Liquor Commission Law Enforcement Authority Removed
The New Hampshire Liquor Commission, which operates the State’s liquor stores, is required to enforce State laws and regulations governing the purchase, consumption, and proper control of alcoholic beverages, as well as overseeing access to tobacco products.[xvi] In the proposed statutory language in the Trailer Bill, the House would remove this authority. The House would remove 21 law enforcement positions at the Liquor Commission, and enforcement would be conducted by county or city attorneys, sheriff’s departments, or town police. The House’s proposal would shift the focus of the Liquor Commission to education and licensing. This change in focus may have ramifications for federal and other partnerships the Liquor Commission currently participates in due to its status as a law enforcement agency.
Removal of Family Medical Leave Insurance
In his budget, the Governor proposed establishing the Granite State Family Leave Plan, which would be a required plan for State employees and a voluntary plan for other entities, including businesses and individuals, seeking to join. Eligible employees would receive 60 percent of their average weekly wage for a maximum of six weeks per year, with a cap on the wage calculation for higher income earners. Employees would be eligible as the result of the birth of a child or placement of a foster or adopted child within the past year, a serious health condition of a family member, or for certain military-related care. The Governor’s proposal also included a tax incentive for businesses to join. The House voted to remove the Governor’s family medical leave insurance plan, which is no longer included in the State Budget. The Governor did not include an appropriation for his proposal, so removing the program did not change appropriations.

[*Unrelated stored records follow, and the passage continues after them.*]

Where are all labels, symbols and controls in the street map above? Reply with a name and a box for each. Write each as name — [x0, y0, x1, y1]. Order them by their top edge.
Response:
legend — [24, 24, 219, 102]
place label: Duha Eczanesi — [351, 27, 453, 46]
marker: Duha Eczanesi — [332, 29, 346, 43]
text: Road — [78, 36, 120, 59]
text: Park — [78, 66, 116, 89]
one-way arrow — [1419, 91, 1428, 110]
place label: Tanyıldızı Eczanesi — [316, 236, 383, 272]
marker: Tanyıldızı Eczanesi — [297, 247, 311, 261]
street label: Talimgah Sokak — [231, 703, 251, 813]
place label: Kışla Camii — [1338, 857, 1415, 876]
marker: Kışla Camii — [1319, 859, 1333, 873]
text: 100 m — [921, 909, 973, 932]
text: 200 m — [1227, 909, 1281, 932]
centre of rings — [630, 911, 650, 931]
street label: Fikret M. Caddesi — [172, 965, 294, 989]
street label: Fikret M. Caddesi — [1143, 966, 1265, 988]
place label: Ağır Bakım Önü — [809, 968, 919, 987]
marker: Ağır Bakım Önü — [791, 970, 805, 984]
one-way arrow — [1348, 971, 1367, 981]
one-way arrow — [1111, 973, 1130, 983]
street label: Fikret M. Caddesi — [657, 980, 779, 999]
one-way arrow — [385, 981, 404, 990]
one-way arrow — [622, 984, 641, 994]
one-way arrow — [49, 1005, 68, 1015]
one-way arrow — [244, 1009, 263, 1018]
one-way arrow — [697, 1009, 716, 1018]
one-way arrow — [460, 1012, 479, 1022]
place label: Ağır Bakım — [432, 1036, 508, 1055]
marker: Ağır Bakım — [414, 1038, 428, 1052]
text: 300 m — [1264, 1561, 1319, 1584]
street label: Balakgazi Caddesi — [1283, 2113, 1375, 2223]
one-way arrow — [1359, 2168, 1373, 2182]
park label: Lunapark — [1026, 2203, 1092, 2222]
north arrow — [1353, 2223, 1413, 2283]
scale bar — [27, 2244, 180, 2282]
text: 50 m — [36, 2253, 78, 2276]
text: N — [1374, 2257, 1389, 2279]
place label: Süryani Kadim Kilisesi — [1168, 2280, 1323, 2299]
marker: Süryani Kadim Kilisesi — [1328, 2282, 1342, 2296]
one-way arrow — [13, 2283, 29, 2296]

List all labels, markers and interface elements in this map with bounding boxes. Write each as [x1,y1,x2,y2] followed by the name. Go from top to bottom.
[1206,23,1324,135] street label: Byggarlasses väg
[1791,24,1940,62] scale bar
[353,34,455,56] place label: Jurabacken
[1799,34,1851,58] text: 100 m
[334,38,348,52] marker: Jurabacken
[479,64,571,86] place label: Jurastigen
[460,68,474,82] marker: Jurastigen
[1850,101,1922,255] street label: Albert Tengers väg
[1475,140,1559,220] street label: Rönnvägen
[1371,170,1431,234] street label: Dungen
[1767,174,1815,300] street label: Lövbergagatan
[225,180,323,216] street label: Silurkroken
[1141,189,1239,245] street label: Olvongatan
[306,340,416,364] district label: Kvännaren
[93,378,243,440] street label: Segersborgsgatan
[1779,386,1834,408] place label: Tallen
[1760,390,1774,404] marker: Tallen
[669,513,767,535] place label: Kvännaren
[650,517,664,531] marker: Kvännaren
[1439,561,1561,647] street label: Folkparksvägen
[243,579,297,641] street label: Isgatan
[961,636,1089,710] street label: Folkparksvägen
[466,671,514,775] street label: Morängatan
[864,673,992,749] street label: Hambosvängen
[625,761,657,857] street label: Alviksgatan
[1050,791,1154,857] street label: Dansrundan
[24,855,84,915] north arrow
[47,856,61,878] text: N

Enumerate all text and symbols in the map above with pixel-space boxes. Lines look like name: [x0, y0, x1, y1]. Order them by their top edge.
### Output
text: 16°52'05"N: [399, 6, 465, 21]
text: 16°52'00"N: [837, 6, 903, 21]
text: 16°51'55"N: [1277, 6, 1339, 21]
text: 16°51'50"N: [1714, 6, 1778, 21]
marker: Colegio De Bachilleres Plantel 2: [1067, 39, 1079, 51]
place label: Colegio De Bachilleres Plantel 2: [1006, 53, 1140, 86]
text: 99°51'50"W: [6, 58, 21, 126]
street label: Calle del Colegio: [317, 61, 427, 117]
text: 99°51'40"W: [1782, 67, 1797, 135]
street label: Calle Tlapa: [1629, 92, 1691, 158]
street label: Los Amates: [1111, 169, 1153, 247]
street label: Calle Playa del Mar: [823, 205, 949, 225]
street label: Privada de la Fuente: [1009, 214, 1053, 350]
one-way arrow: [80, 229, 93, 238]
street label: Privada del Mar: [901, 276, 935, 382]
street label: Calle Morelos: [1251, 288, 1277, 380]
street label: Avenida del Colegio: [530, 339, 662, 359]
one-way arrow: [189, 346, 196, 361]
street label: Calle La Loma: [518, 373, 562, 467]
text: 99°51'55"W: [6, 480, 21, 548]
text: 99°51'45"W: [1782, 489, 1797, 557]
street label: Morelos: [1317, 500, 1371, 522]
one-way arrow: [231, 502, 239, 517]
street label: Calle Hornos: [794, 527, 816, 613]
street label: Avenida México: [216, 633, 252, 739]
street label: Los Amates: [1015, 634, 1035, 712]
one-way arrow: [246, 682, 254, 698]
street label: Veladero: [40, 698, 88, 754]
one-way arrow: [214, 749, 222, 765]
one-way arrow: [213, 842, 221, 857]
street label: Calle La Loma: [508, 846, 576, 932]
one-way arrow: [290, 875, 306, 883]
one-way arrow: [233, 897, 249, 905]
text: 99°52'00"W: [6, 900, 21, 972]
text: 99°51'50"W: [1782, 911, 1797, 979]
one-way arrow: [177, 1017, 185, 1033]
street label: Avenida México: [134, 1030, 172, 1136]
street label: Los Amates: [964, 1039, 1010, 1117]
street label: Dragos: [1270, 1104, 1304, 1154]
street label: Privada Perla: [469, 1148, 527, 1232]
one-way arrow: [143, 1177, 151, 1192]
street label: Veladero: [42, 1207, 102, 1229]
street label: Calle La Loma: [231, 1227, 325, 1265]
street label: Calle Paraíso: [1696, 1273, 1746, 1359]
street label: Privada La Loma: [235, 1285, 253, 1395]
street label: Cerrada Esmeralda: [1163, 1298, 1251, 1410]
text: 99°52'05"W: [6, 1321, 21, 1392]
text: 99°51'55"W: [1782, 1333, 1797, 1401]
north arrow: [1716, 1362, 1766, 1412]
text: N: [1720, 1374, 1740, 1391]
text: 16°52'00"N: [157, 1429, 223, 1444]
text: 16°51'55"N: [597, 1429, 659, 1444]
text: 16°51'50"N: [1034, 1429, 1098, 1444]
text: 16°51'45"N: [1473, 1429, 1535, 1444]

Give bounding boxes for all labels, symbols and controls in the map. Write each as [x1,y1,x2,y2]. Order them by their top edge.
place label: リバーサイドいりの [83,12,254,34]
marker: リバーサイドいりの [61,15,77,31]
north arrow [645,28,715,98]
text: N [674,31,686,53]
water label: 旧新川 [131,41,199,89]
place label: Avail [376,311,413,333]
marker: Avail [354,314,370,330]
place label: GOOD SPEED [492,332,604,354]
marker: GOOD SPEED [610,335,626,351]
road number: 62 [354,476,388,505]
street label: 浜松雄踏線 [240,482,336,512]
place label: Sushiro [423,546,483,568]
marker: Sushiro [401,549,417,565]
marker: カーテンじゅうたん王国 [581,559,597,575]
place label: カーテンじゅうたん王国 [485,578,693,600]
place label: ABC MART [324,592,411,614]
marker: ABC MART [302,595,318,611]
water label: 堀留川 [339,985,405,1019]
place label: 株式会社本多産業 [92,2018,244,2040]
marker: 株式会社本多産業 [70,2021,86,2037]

Removal of Governor’s Student Debt Relief Program
The Governor’s budget proposal would have altered the New Hampshire Excellence in Higher Education Endowment Trust Fund, which collects revenue from two 529 College Tuition Savings Plans sponsored by the State of New Hampshire, to expand from supporting scholarships for students to also helping to alleviate the education debt of former students.[xvii] The Governor would direct the majority of the disbursements from the renamed New Hampshire Excellence in Higher Education Trust Fund to the Workforce Development Student Debt Relief Program to provide debt payment assistance for certain eligible graduates working full time in New Hampshire in key industries.
The House voted to remove the new program. Instead, the House would move the Governor’s Scholarship Program from the Office of Strategic Initiatives in the Governor’s office to the purview of the New Hampshire College Tuition Savings Plan Advisory Commission. The House’s proposed language would permit the Commission to transfer funds between the New Hampshire Excellence in Higher Education Endowment Trust Fund and the Governor’s Scholarship Fund.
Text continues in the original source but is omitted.